And to his son he was very explicit about the extent to which
unpopularity "mattered": "As I am unpopular I am ill-paid, and therefore
bound to work double tides, hardly ever able to lay down the pen. This
affects my weakened stomach, and so the round of the vicious circle is
looped." (Vol. I., p. 322.) And in another letter to Arthur Meredith
about the same time he sums up his career thus: "As for me, I have
failed, and I find little to make the end undesirable." (Vol. I., p.
318.) This letter is dated June 23rd, 1881. Meredith was then
fifty-three years of age. He had written _Modern Love_, _The Shaving of
Shagpat_, _The Ordeal of Richard Feverel_, _Rhoda Fleming_, _The Egoist_
and other masterpieces. He knew that he had done his best and that his
best was very fine. It would be difficult to credit that he did not
privately deem himself one of the masters of English literature and
destined to what we call immortality. He had the enthusiastic
appreciation of some of the finest minds of the epoch. And yet, "As for
me, I have failed, and I find little to make the end undesirable." But
he had not failed in his industry, nor in the quality of his work, nor
in achieving self-respect and the respect of his friends. He had failed
only in one thing--immediate popularity.




II


Assuming then that an author is justified in desiring immediate
popularity, instead of being content with poverty and the unheard
plaudits of posterity, another point presents itself.

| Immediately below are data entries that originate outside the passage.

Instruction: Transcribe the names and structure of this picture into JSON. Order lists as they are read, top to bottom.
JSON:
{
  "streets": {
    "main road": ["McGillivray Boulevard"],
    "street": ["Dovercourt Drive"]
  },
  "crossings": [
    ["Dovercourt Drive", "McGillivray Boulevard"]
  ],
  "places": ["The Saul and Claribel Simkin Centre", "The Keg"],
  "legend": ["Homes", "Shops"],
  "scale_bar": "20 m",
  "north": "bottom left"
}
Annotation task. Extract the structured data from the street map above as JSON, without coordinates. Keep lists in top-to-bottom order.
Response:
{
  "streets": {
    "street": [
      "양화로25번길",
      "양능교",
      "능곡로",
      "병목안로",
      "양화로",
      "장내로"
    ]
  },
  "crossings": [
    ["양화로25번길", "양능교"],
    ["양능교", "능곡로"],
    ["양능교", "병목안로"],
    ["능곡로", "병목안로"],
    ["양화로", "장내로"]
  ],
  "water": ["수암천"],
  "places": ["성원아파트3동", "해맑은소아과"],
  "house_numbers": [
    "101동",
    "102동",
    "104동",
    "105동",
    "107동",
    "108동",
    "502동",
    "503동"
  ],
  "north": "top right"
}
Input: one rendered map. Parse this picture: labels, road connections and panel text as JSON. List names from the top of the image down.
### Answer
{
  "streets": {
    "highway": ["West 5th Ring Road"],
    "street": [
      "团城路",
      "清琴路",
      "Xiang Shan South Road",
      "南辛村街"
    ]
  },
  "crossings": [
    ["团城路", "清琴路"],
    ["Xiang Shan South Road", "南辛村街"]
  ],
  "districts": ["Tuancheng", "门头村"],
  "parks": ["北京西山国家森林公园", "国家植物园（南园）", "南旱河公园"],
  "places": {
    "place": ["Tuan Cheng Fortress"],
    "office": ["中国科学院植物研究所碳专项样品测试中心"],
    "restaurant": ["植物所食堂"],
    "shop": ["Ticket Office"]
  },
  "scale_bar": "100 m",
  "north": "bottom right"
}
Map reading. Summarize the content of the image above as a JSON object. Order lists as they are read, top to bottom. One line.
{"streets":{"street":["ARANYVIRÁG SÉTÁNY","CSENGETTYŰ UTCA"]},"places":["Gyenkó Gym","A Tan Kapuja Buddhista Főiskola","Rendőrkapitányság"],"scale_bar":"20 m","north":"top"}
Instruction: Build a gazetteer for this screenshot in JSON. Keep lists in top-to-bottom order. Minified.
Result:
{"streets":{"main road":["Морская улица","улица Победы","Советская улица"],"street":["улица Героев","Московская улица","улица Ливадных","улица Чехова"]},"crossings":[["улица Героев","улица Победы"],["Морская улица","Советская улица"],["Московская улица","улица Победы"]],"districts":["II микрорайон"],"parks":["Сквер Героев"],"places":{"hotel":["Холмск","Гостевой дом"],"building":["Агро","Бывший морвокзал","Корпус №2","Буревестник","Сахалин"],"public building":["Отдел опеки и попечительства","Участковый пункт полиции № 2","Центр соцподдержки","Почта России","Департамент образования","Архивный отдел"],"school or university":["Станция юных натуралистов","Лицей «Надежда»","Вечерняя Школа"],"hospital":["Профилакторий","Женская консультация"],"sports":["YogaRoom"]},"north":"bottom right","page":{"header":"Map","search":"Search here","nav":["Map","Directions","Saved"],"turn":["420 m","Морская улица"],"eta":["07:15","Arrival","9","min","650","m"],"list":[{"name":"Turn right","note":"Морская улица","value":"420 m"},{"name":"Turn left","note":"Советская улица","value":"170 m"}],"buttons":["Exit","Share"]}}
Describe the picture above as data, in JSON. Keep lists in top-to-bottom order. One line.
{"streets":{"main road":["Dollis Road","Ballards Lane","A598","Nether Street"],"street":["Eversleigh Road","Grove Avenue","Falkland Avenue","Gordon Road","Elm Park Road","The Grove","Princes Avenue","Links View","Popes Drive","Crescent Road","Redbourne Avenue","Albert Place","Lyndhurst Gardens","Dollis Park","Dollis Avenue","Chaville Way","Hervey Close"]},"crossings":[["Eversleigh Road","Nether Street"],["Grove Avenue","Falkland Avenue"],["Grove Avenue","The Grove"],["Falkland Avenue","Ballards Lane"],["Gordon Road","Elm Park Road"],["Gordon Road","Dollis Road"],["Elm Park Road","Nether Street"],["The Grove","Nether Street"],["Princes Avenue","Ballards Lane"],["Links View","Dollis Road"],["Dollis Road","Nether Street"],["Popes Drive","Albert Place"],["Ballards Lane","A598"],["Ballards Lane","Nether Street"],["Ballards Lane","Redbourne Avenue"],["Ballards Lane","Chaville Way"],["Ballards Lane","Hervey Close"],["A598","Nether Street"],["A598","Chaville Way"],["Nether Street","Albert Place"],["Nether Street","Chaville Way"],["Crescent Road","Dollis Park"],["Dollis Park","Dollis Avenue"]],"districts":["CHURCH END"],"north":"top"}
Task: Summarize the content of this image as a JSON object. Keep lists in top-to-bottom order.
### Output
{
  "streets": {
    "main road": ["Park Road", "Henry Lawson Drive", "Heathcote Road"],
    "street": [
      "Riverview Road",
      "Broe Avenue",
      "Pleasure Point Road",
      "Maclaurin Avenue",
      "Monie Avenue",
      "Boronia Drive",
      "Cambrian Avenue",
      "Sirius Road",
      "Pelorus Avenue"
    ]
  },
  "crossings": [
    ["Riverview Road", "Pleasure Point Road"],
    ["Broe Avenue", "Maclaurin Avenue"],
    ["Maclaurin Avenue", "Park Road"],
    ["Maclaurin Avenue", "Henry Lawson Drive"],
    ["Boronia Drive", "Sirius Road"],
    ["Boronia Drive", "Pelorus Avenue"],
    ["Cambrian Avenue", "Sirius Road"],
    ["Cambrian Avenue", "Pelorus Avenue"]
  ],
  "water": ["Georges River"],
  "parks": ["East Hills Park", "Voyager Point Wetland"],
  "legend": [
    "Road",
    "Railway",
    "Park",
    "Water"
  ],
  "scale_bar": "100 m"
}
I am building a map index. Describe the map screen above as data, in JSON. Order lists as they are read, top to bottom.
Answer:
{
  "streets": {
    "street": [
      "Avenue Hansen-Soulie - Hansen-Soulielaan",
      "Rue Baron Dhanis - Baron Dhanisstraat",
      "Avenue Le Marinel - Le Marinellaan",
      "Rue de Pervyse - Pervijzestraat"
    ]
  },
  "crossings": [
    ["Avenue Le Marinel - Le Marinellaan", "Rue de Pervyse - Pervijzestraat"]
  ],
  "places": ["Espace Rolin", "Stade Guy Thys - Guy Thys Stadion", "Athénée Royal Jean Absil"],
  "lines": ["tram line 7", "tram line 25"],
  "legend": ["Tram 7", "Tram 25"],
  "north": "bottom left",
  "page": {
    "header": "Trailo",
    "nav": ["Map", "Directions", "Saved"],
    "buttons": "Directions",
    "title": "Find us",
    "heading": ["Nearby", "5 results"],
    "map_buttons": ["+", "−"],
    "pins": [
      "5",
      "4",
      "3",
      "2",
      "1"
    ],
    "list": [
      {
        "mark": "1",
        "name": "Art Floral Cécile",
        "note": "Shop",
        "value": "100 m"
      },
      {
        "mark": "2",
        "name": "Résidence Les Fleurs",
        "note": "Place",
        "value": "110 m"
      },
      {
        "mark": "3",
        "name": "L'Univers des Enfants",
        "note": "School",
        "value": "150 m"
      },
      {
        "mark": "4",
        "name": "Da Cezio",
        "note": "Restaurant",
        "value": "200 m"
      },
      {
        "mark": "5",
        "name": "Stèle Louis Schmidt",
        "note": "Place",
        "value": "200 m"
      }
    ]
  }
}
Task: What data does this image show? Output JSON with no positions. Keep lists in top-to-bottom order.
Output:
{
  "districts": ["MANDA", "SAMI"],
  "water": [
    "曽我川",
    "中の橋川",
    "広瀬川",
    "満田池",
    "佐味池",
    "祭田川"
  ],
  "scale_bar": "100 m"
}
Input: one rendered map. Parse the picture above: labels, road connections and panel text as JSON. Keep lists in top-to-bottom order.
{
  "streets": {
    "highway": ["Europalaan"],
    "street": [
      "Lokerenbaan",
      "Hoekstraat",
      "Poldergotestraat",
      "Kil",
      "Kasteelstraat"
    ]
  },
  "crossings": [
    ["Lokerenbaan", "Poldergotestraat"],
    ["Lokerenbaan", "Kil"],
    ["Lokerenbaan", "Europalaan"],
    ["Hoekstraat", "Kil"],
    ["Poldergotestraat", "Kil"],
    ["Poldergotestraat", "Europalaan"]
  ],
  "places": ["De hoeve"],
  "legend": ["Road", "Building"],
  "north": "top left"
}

Ought he to limit
himself to a mere desire for popularity, or ought he actually to do
something, or to refrain from doing something, to the special end of
obtaining popularity? Ought he to say: "I shall write exactly what and
how I like, without any regard for the public; I shall consider nothing
but my own individuality and powers; I shall be guided solely by my own
personal conception of what the public ought to like"? Or ought he to
say: "Let me examine this public, and let me see whether some compromise
between us is not possible"?

Certain authors are never under the necessity of facing the
alternative. Occasionally, by chance, a genius may be so fortunately
constituted and so brilliantly endowed that he captures the public at
once, prestige being established, and the question of compromise never
arises. But this is exceedingly rare. On the other hand, many mediocre
authors, exercising the most complete sincerity, find ample appreciation
in the vast mediocrity of the public, and are never troubled by any
problem worse than the vagaries of their fountain-pens. Such authors
enjoy in plenty the gewgaw known as happiness. Of nearly all really
original artists, however, it may be said that they are at loggerheads
with the public--as an almost inevitable consequence of their
originality; and for them the problem of compromise or no-compromise
acutely exists.

George Meredith was such an artist. George Meredith before anything else
was a poet. He would have been a better poet than a novelist, and I
believe that he thought so. The public did not care for his poetry. If
he had belonged to the no-compromise school, whose adherents usually
have the effrontery to claim him, he would have said: "I shall keep on
writing poetry, even if I have to become a stockbroker in order to do
it." But when he was only thirty-three--a boy, as authors go--he had
already tired of no-compromise. He wrote to Augustus Jessopp: "It may be
that in a year or two I shall find time for a full sustained Song....
The worst is that having taken to prose delineations of character and
life, one's affections are divided.... And in truth, being a servant of
the public, _I must wait till my master commands before I take seriously
to singing_." (Vol. I., p. 45.) Here is as good an example as one is
likely to find of a first-class artist openly admitting the futility of
writing what will not be immediately read, when he can write something
else, less to his taste, that will be read. The same sentiment has
actuated an immense number of first-class creative artists, including
Shakspere, who would have been a rare client for a literary agent.... So
much for refraining from doing the precise sort of work one would prefer
to do because it is not appreciated by the public.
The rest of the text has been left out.